Command Hooks for the Aurora Client

Introduction/Motivation

We‘ve got hooks in the client that surround API calls. These are pretty awkward, because they don’t correlate with user actions. For example, suppose we wanted a policy that said users weren't allowed to kill all instances of a production job at once.

Right now, all that we could hook would be the “killJob” api call. But kill (at least in newer versions of the client) normally runs in batches. If a user called killall, what we would see on the API level is a series of “killJob” calls, each of which specified a batch of instances. We woudn‘t be able to distinguish between really killing all instances of a job (which is forbidden under this policy), and carefully killing in batches (which is permitted.) In each case, the hook would just see a series of API calls, and couldn’t find out what the actual command being executed was!

For most policy enforcement, what we really want to be able to do is look at and vet the commands that a user is performing, not the API calls that the client uses to implement those commands.

So I propose that we add a new kind of hooks, which surround noun/verb commands. A hook will register itself to handle a collection of (noun, verb) pairs. Whenever any of those noun/verb commands are invoked, the hooks methods will be called around the execution of the verb. A pre-hook will have the ability to reject a command, preventing the verb from being executed.

Registering Hooks

These hooks will be registered two ways:

Project hooks file. If a file named AuroraHooks is in the project directory where an aurora command is being executed, that file will be read, and its hooks will be registered.
Configuration plugins. A configuration plugin can register hooks using an API. Hooks registered this way are, effectively, hardwired into the client executable.

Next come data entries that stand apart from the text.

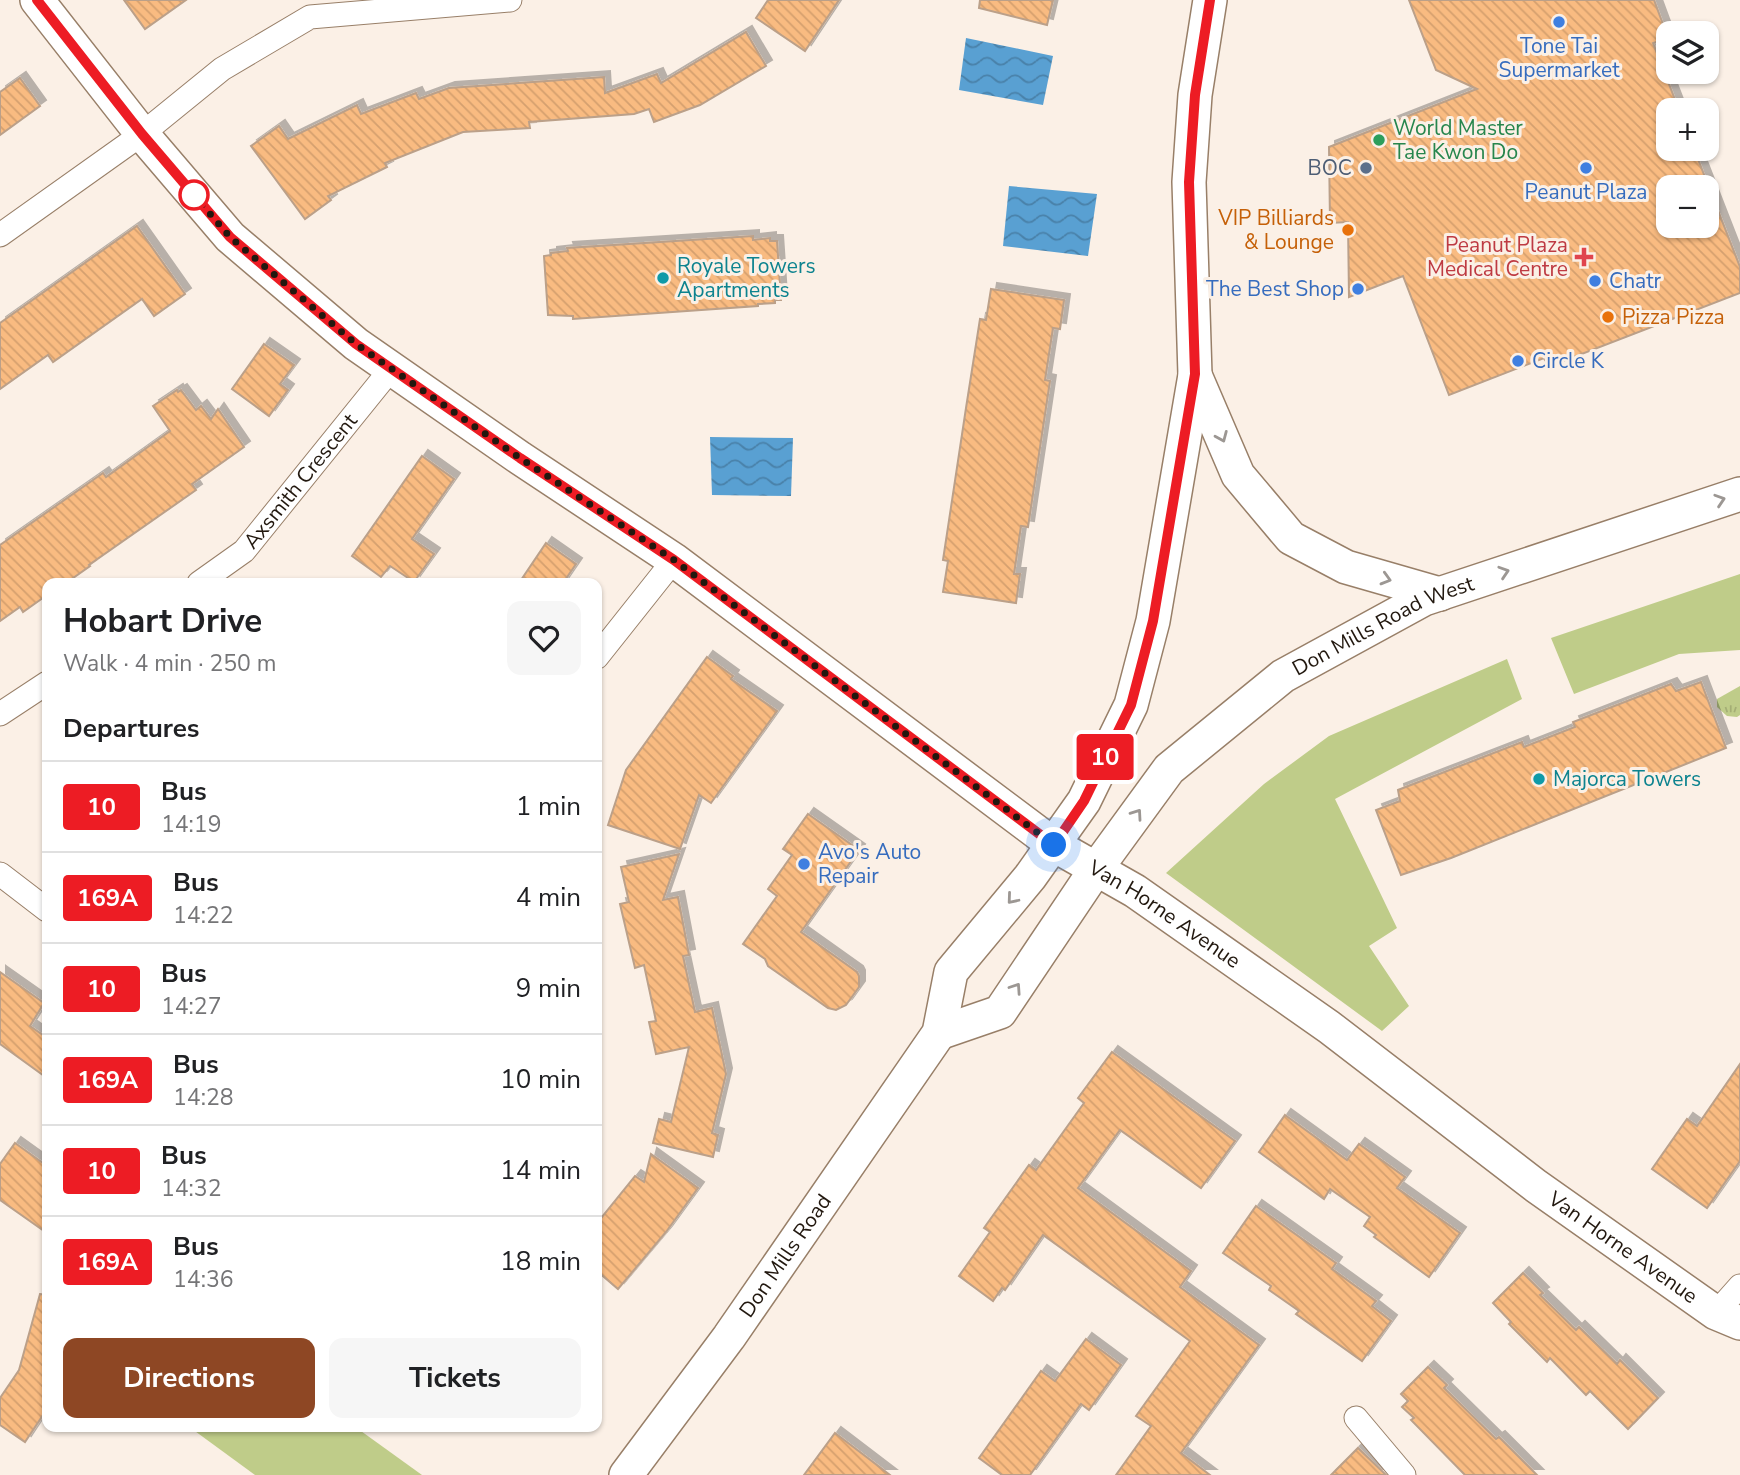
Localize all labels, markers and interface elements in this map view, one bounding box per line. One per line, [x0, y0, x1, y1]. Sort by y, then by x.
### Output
marker: Tone Tai Supermarket [1551, 14, 1567, 30]
map controls [1656, 21, 1719, 238]
button: layers [1656, 21, 1719, 84]
place label: Tone Tai Supermarket [1498, 32, 1620, 84]
button: + [1656, 98, 1719, 161]
place label: World Master Tae Kwon Do [1393, 114, 1523, 166]
marker: World Master Tae Kwon Do [1371, 132, 1387, 148]
place label: BOC [1308, 154, 1352, 182]
marker: BOC [1358, 160, 1374, 176]
marker: Peanut Plaza [1578, 160, 1594, 176]
button: − [1656, 175, 1719, 238]
place label: Peanut Plaza [1525, 178, 1647, 206]
unlabelled marker [179, 180, 209, 210]
place label: VIP Billiards & Lounge [1217, 204, 1334, 256]
marker: VIP Billiards & Lounge [1340, 222, 1356, 238]
place label: Peanut Plaza Medical Centre [1427, 231, 1568, 283]
marker: Peanut Plaza Medical Centre [1574, 247, 1594, 267]
place label: Royale Towers Apartments [677, 252, 815, 304]
place label: Chatr [1609, 267, 1662, 295]
marker: Royale Towers Apartments [655, 270, 671, 286]
marker: Chatr [1587, 273, 1603, 289]
place label: The Best Shop [1206, 275, 1344, 303]
marker: The Best Shop [1350, 281, 1366, 297]
place label: Pizza Pizza [1622, 303, 1725, 331]
marker: Pizza Pizza [1600, 309, 1616, 325]
place label: Circle K [1532, 347, 1605, 375]
marker: Circle K [1510, 353, 1526, 369]
street label: Axsmith Crescent [237, 407, 364, 555]
one-way arrow [1214, 430, 1228, 443]
one-way arrow [1714, 494, 1726, 509]
one-way arrow [1498, 566, 1510, 580]
street label: Don Mills Road West [1287, 569, 1478, 682]
one-way arrow [1380, 570, 1392, 585]
text: Hobart Drive [63, 599, 262, 644]
button: heart [507, 601, 581, 675]
text: Walk · 4 min · 250 m [63, 648, 276, 679]
text: Departures [63, 711, 199, 746]
line badge: 10 [1074, 734, 1136, 780]
text: 10 [1091, 741, 1119, 773]
place label: Majorca Towers [1553, 765, 1701, 793]
marker: Majorca Towers [1531, 771, 1547, 787]
text: Bus [161, 774, 207, 809]
text: 1 min [516, 789, 581, 824]
text: 10 [87, 791, 116, 823]
text: 14:19 [161, 809, 221, 840]
one-way arrow [1129, 809, 1141, 822]
your location [1036, 827, 1071, 862]
place label: Avo's Auto Repair [818, 838, 921, 890]
street label: Van Horne Avenue [1083, 853, 1246, 975]
marker: Avo's Auto Repair [796, 856, 812, 872]
text: Bus [173, 865, 219, 900]
text: 4 min [516, 880, 581, 915]
text: 169A [77, 882, 138, 914]
one-way arrow [1008, 890, 1020, 903]
text: 14:22 [173, 900, 234, 931]
text: Bus [161, 956, 207, 991]
text: 9 min [516, 971, 581, 1006]
text: 10 [87, 973, 116, 1005]
one-way arrow [1008, 983, 1020, 996]
text: 14:27 [161, 991, 221, 1022]
text: Bus [173, 1047, 219, 1082]
text: 10 min [500, 1062, 581, 1097]
text: 169A [77, 1064, 138, 1096]
text: 14:28 [173, 1082, 234, 1113]
text: Bus [161, 1138, 207, 1173]
text: 14 min [500, 1153, 581, 1188]
text: 10 [87, 1155, 116, 1187]
text: 14:32 [161, 1173, 221, 1204]
street label: Van Horne Avenue [1542, 1184, 1703, 1310]
street label: Don Mills Road [733, 1188, 838, 1323]
text: Bus [173, 1229, 219, 1264]
text: 18 min [500, 1244, 581, 1279]
text: 169A [77, 1246, 138, 1278]
text: 14:36 [173, 1264, 234, 1295]
button: Directions [63, 1338, 315, 1418]
button: Tickets [329, 1338, 581, 1418]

The order of execution of hooks is unspecified: they may be called in any order. There is no way to guarantee that one hook will execute before some other hook.

Global Hooks

Commands registered by the python call are called global hooks, because they will run for all configurations, whether or not they specify any hooks in the configuration file.

In the implementation, hooks are registered in the module apache.aurora.client.cli.command_hooks, using the class GlobalCommandHookRegistry. A global hook can be registered by calling GlobalCommandHookRegistry.register_command_hook in a configuration plugin.

Hook Files

A hook file is a file containing Python source code. It will be dynamically loaded by the Aurora command line executable. After loading, the client will check the module for a global variable named “hooks”, which contains a list of hook objects, which will be added to the hook registry.

A project hooks file will be named AuroraHooks, and will be located in either the directory where the command is being executed, or one of its parent directories, up to the nearest git/mercurial repository base.

The API

class CommandHook(object)
  @property
  def name(self):
    """Returns a name for the hook."

  def get_nouns(self):
    """Return the nouns that have verbs that should invoke this hook."""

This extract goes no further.